The Japanese Economy Expects a Big Boost to FY13 Growth from Policy Effects
11.04.2013 -
Rising Sun - Expectations regarding the economic policies of Japan's new government have risen and the mood has quickly shifted since the December 2012 Lower House elections. The coalition government between the Liberal Democratic Party, headed by Prime Minister Shinzo Abe, and the New Komeito, had campaigned on promises of stimulative and reflationary economic measures, and the new government has been steadily delivering following its inauguration.
Emergency economic measures for the revitalization of the Japanese economy are one of the three prongs of so-called ‘Abenomics', and JPY13.1 trillion in spending (of this, a total of JPY10.3 trillion is related to emergency economic measures) and the second biggest supplementary budget ever were approved in mid-January. Monetary policy changes include the introduction of a price stability target of 2 %, agreed upon at the end-January Monetary Policy Meeting. Together with the Government, the BoJ released a joint statement expressing resolve to ‘achieve this target at the earliest possible time.'
With the introduction of Abenomics, the JPY has been falling. The JPY has weakened from approximately USD/JPY80 to the USD/JPY90 range, and from EUR/JPY110 to more than EUR/JPY120. The JPY's weakening has caused share prices to surge. Corporate and household sentiment have also started to improve automatically. The leading DI of future economic conditions in the Economy Watchers Survey and consumer confidence rose considerably in January, to the highest level since the collapse of Lehman Brothers.
Japan's economy had been nearly on the precipice of another downturn as overseas economies slowed, but now appears to be headed toward a recovery, because of the stimulus measures under the Abe Administration. First, the supplementary budget was passed in February, and appears likely to be executed quickly in order to lay the groundwork for the Upper House election in July and the consumption tax hike. Because of this, spending will be concentrated in FY13 and is expected to help push up economic growth for the year. This is likely to offset the drop-off in spending related to earthquake reconstruction. Further, in light of Abenomics, the USD/JPY exchange rate is now expected to reflecta 10 % weakening of the JPY. This is estimated to result in an aggregate positive impact on real GDP for the year because of an improvement in net exports (an increase in exports and decrease in imports), the ripple effect triggered from a rise in exports, and a wealth effect from higher share prices. As a result, real GDP growth is anticipated to be fairly strong, at a rate of 2.2 % YoY in FY13. On the other hand, a major concern is the risk of reflationary policies being too effective and hurting confidence in Japan's policy management as a result. If this happens, market interest rates could jump and impede private sector demand. In addition, if the JPY keeps weakening, rising import costs could be a growing burden.
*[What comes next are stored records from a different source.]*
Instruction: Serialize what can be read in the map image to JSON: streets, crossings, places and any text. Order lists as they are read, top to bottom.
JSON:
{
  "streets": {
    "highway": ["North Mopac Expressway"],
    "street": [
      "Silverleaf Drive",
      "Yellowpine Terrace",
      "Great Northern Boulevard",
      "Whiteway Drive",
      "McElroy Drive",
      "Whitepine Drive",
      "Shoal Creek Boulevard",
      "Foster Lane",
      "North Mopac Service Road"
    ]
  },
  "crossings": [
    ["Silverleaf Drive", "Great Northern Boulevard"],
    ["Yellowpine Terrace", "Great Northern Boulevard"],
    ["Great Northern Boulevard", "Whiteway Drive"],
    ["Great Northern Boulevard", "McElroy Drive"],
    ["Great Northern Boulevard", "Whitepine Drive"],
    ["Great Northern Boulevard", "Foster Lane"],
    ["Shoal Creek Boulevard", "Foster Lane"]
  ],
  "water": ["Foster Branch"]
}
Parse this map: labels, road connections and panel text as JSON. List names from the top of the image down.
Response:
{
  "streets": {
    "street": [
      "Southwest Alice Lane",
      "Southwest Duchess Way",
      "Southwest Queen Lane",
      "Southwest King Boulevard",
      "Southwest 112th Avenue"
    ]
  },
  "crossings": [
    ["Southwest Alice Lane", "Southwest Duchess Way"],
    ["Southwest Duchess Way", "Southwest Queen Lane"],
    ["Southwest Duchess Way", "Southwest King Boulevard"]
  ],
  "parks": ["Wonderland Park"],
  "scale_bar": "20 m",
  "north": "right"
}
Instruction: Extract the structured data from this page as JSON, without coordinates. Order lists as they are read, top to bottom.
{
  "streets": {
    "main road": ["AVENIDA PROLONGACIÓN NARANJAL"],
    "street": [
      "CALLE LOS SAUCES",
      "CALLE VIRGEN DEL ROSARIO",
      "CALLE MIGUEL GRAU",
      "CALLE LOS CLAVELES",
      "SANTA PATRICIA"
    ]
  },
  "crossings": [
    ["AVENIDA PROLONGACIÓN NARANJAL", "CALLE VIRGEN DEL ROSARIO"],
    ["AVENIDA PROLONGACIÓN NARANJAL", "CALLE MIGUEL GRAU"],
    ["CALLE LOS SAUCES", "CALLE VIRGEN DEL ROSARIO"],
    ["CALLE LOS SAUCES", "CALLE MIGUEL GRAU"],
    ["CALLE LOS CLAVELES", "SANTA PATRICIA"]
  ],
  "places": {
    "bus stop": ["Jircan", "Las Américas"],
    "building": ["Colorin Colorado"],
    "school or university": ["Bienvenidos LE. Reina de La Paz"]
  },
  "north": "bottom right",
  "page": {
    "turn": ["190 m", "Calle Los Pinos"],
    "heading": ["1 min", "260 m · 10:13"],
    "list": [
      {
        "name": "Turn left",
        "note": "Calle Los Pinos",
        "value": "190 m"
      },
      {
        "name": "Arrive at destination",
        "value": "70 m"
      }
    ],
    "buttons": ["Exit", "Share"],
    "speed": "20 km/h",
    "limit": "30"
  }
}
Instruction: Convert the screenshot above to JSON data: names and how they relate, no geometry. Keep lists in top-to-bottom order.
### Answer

Current Situation Corporate Sector and Outlook
Exports have been declining as overseas economies have weakened and because of the tensions with China, buthave been showing signs of bottoming recently in terms of volume. Going forward, exports are projected to keep recovering, propelled by the sudden weakening of the JPY and gaining more upward momentum as overseas economies improve. Further, production rose 2.4 % MoM in December as overseas demand stopped falling and on expectations of a recovery in domestic demand as well as inventory adjustments. Output is expected to keep rising at the same pace in January and February (by 2.6 % MoM in January and 2.3 % MoM in February, according to the manufacturers production forecast survey).
Real capital expenditures slumped by an annualized -9.9 % QoQ in Oct-Dec, the fourth straight quarter of decline. However, machinery orders (private sector, excluding the shipbuilding and power industries)-a leading indicator of capital expenditures-rose for the first time in three quarters in Oct-Dec, and are projected to rise again in Jan-Mar, however slightly. As described above, economic sentiment has improved suddenly recently. The real positive effects of a weaker JPY pushing up profits, especially for exporters, are very likely to become more apparent. Amidst these developments, capital expenditures are likely to slowly recover.